Wofür es sich zu leben lohnt by Pfaller Robert

Wofür es sich zu leben lohnt by Pfaller Robert

Autor:Pfaller, Robert [Pfaller, Robert]
Die sprache: deu
Format: epub
ISBN: 978-3-10-401088-5
Herausgeber: Fischer E-Books
veröffentlicht: 2011-11-22T16:00:00+00:00


5.

»Es kommt immer zu einer Empfindung von Triumph, wenn etwas im Ich mit dem Ichideal zusammenfällt«, bemerkt Freud ([1921 c]: 122). Genau um diese Freude bringt eine Kultur die Individuen, wenn sie – in befreiender Absicht – jedes Ideal als »normativ« oder »normierend« diffamiert. Die Flut medialer Abbildungen von körperlicher Schönheit zum Beispiel, kann man immer wieder lesen, würde durch ihre Unerreichbarkeit die Individuen einschüchtern und dazu bringen, sich hässlich zu fühlen. In einem Bereich wie dem Sport aber verhält es sich auffälligerweise umgekehrt: Die immer häufigeren medialen Darstellungen fußballerischer Perfektion führen dazu, dass auch Hobbykicker sich angespornt fühlen, und so kann man heute in manchem Park Zehnjährige bei Tricks beobachten, die vor zehn Jahren vielleicht nur ein Zidane beherrscht haben mag.

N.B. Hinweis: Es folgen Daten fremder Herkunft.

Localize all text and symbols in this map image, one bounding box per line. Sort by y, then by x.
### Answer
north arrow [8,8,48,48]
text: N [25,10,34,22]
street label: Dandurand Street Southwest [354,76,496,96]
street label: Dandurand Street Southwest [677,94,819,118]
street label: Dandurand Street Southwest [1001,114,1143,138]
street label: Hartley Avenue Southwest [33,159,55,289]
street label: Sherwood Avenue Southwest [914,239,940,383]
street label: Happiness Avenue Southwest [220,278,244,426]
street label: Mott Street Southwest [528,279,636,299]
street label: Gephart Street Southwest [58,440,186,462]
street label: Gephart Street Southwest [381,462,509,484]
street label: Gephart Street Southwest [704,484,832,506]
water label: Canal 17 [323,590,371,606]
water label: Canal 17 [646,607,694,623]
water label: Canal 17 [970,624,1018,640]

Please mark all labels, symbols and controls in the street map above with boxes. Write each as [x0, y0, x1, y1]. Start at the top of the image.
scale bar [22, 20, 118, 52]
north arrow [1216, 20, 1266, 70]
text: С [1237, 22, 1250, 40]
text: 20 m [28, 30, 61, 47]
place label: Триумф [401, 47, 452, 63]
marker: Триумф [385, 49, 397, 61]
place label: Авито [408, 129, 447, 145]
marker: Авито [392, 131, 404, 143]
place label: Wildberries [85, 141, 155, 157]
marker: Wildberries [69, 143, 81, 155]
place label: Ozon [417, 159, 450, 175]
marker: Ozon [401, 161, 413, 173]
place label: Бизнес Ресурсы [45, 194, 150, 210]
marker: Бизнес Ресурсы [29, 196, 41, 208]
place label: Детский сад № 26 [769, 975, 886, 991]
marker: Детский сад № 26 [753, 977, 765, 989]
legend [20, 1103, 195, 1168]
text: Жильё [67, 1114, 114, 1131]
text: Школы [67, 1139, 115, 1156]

Nun kann man Fußball vielleicht besser üben als Schönheit. Aber man sollte nicht vergessen, dass auch Letztere eine Rolle ist. Darum gilt auch hier die These des Epikur, wonach das Glück jederzeit leicht verfügbar ist. Denn eine Rolle ist für ein Publikum gemacht. Und zwar nicht nur für das wirkliche Publikum des Theaters, sondern vor allem für jenen naiven Blick, für den sogar das Publikum noch Publikum spielt.[156] Die Illusion ist dann gelungen, wenn sie so geschickt inszeniert wurde, dass jemand ihr hätte Glauben schenken können. Niemand von den Anwesenden muss es geglaubt haben, sondern nur dieser unsichtbare, naive Dritte, den sie, oft ohne es zu bemerken, voraussetzen. Darum ist es nicht wichtig, dass wir wirklich aussehen wie Liz Taylor oder Paul Newman; es genügt, dass wir uns einen Moment lang so anmutig verhalten, dass jemand es hätte glauben können. Dann ist die Rolle gut gespielt und die »Empfindung von Triumph« erzielt. Hier zeigt sich die Beziehung, die zwischen der Verdoppelung und dem naiven Beobachter besteht: Dass die Schönheit schön dargestellt wurde, ist entscheidend und verleiht der Sache ihren Charme; nicht die bloße anatomische Wirklichkeit. Was uns von diesem leicht verfügbaren Glück fernhält, ist lediglich die irrige Vorstellung, wir selbst müssten dabei etwas glauben; es wäre eine Sache innerer Überzeugung und nicht von geschicktem Darstellen eines »als ob«.